(Beginning of RECORDED DATA)

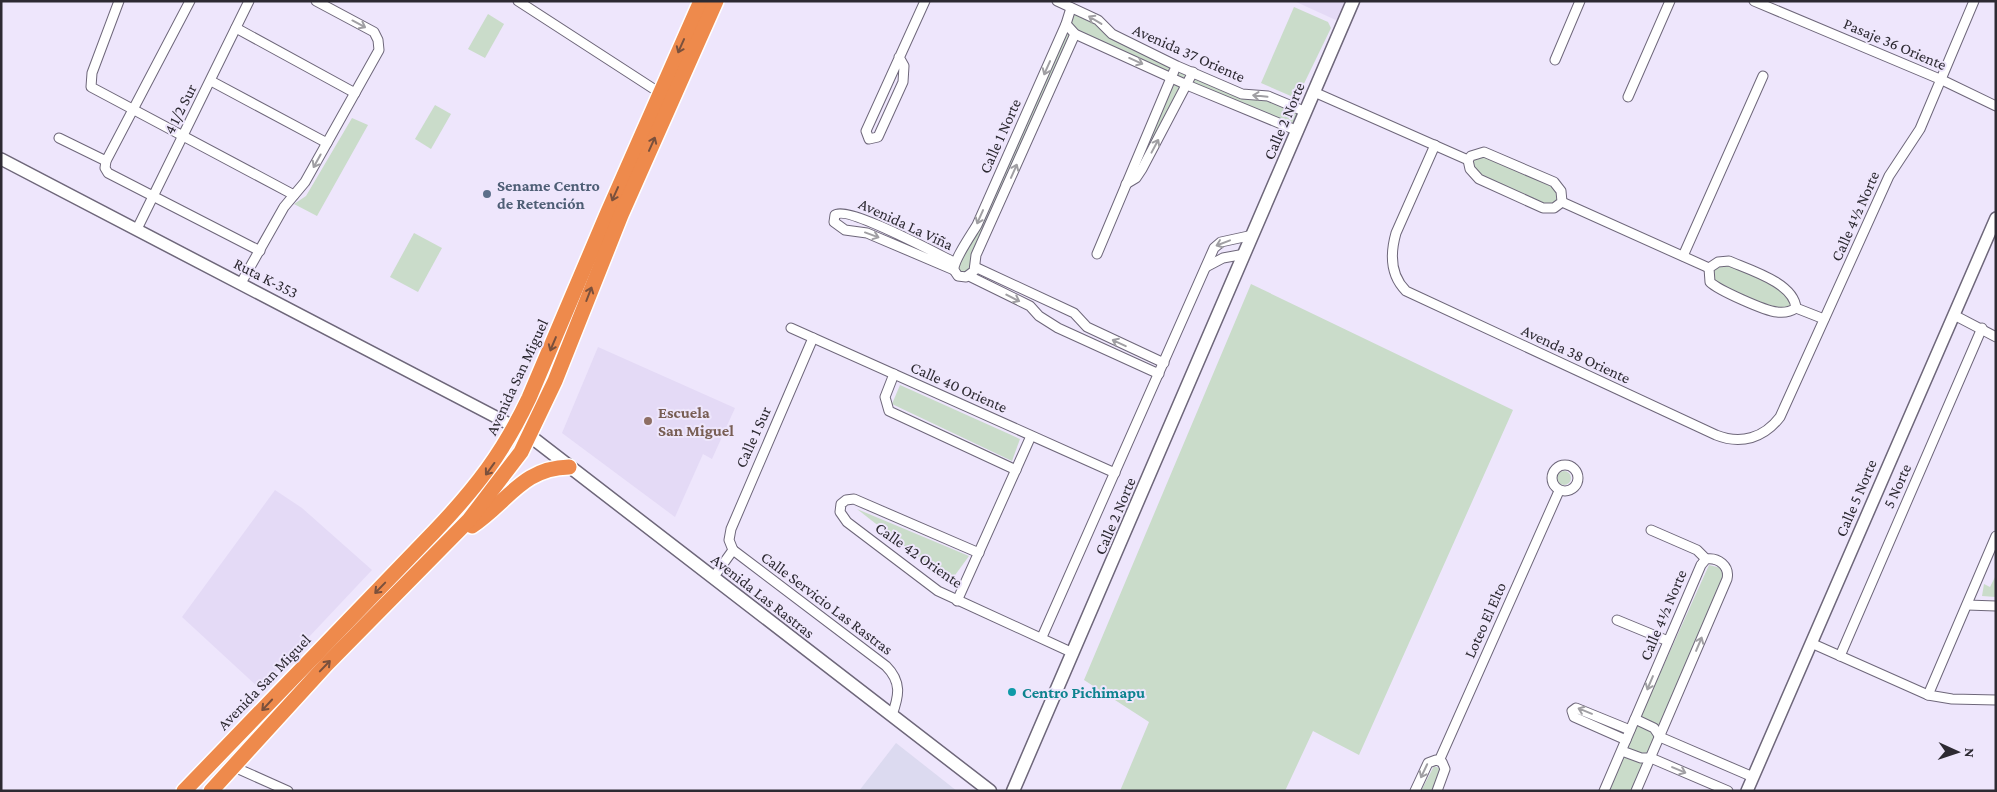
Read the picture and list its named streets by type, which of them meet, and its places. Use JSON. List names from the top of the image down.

(End of RECORDED DATA)
(Beginning of RECORDED DATA)

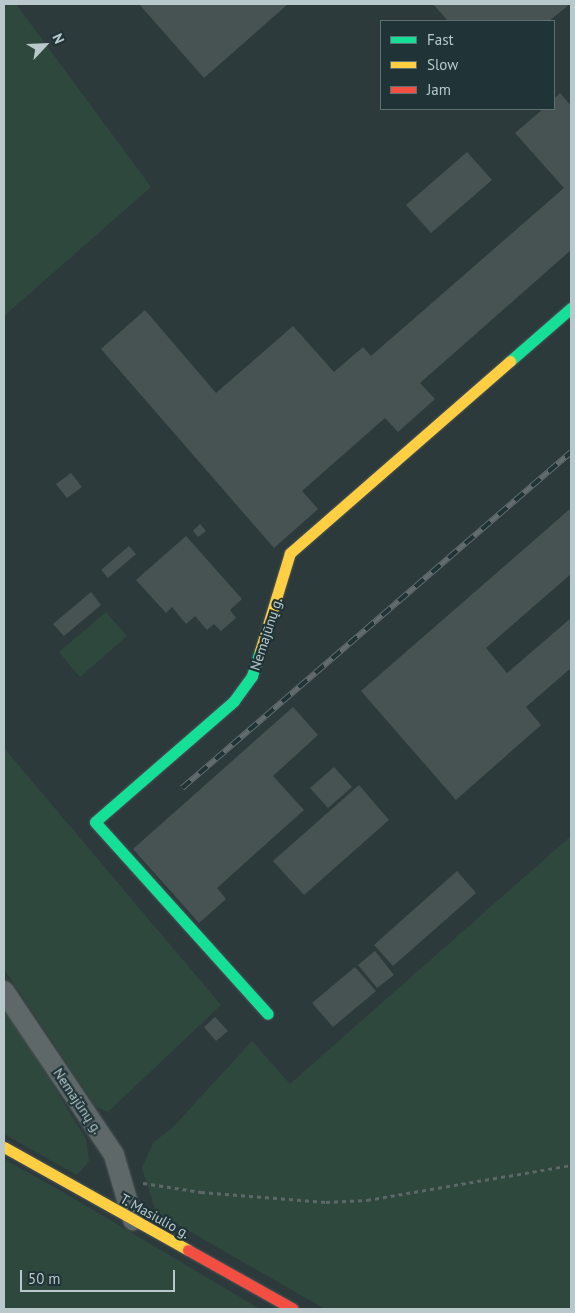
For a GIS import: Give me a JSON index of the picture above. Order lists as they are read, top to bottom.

(End of RECORDED DATA)
(Beginning of RECORDED DATA)

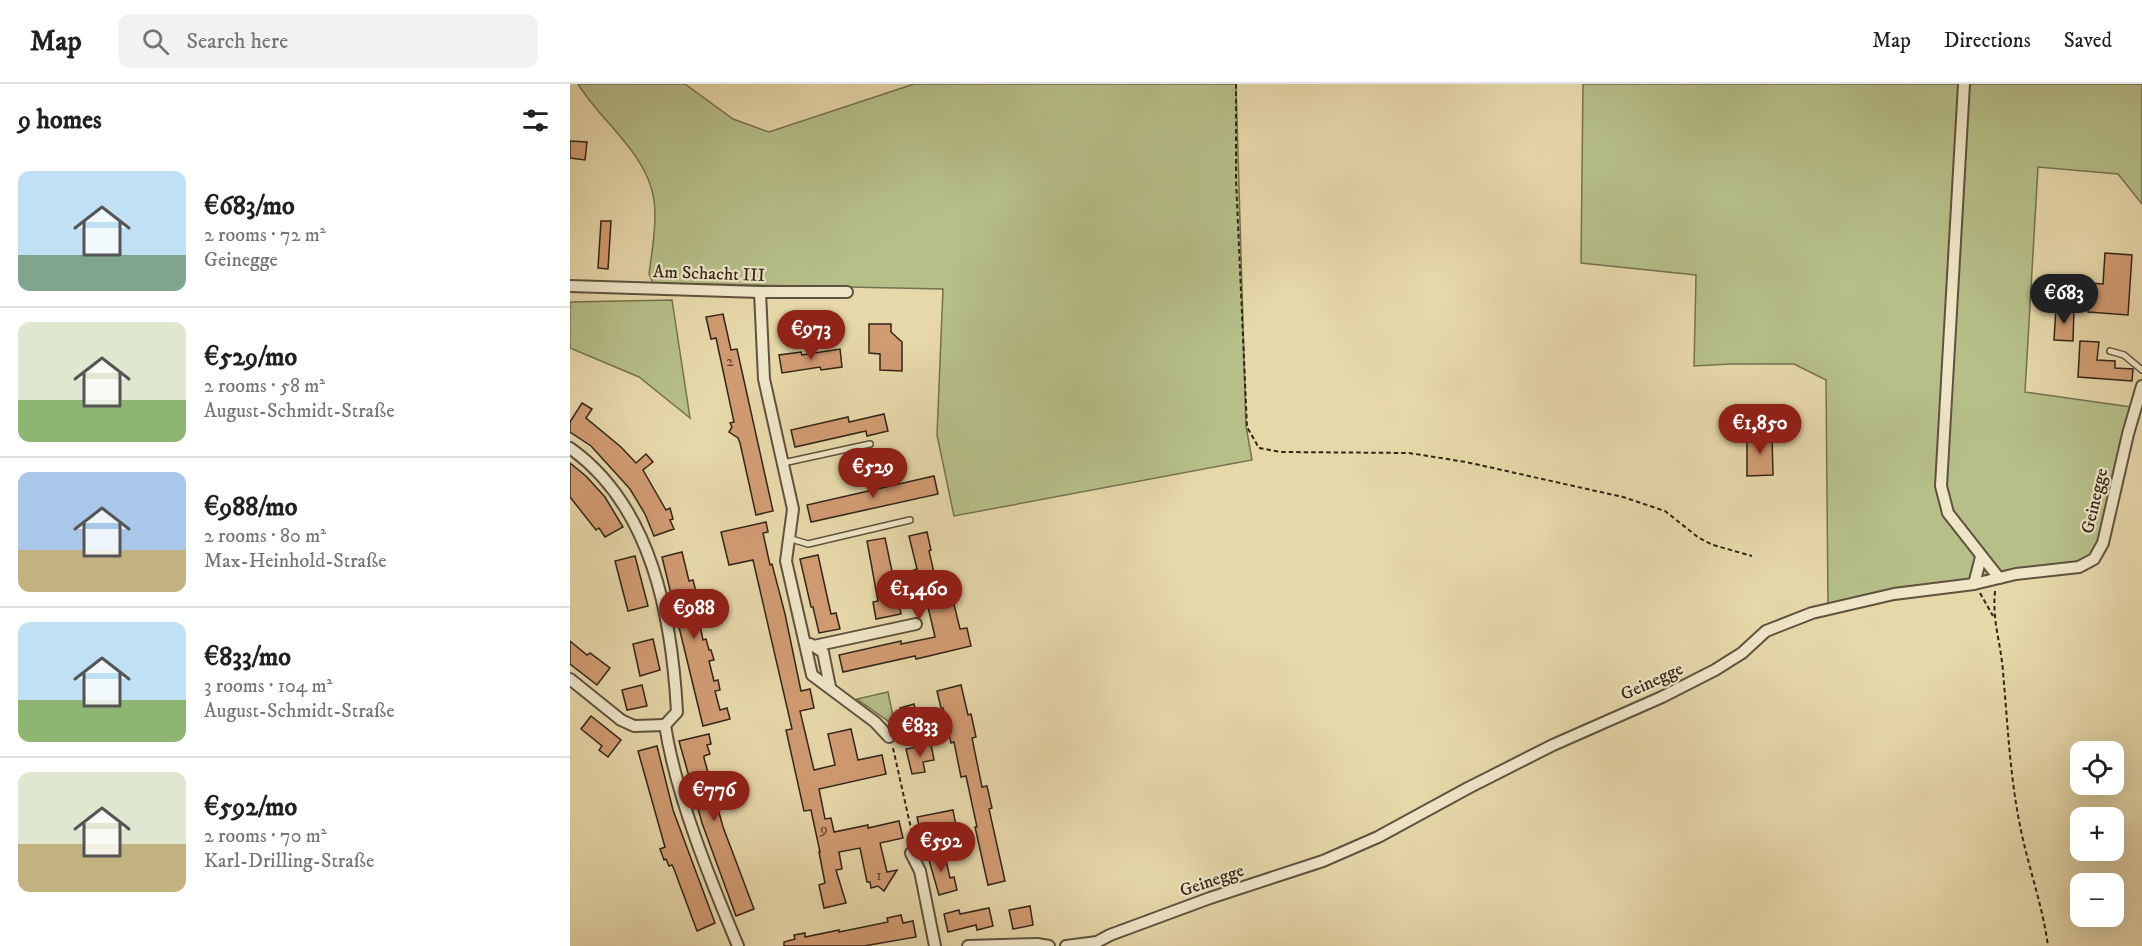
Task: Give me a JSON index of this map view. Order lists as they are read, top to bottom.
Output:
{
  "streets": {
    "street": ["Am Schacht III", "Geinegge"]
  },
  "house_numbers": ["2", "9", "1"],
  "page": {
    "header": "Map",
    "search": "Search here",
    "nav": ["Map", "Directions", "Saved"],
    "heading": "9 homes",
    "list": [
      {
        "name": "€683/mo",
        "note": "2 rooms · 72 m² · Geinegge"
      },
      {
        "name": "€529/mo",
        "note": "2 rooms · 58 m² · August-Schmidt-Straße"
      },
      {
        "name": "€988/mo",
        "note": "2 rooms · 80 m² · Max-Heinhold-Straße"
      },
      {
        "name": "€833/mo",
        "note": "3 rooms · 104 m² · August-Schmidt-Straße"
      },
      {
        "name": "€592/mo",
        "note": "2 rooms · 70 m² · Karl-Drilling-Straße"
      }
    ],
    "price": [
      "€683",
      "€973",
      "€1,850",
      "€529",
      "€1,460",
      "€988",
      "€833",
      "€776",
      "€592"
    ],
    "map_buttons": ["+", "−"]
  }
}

(End of RECORDED DATA)

**WORK INSTRUCTIONS:** Go through the records above and copy every line with the word "they".

**ANSWER FOR THIS EXERCISE:**
For a GIS import: Give me a JSON index of the picture above. Order lists as they are read, top to bottom.
Task: Give me a JSON index of this map view. Order lists as they are read, top to bottom.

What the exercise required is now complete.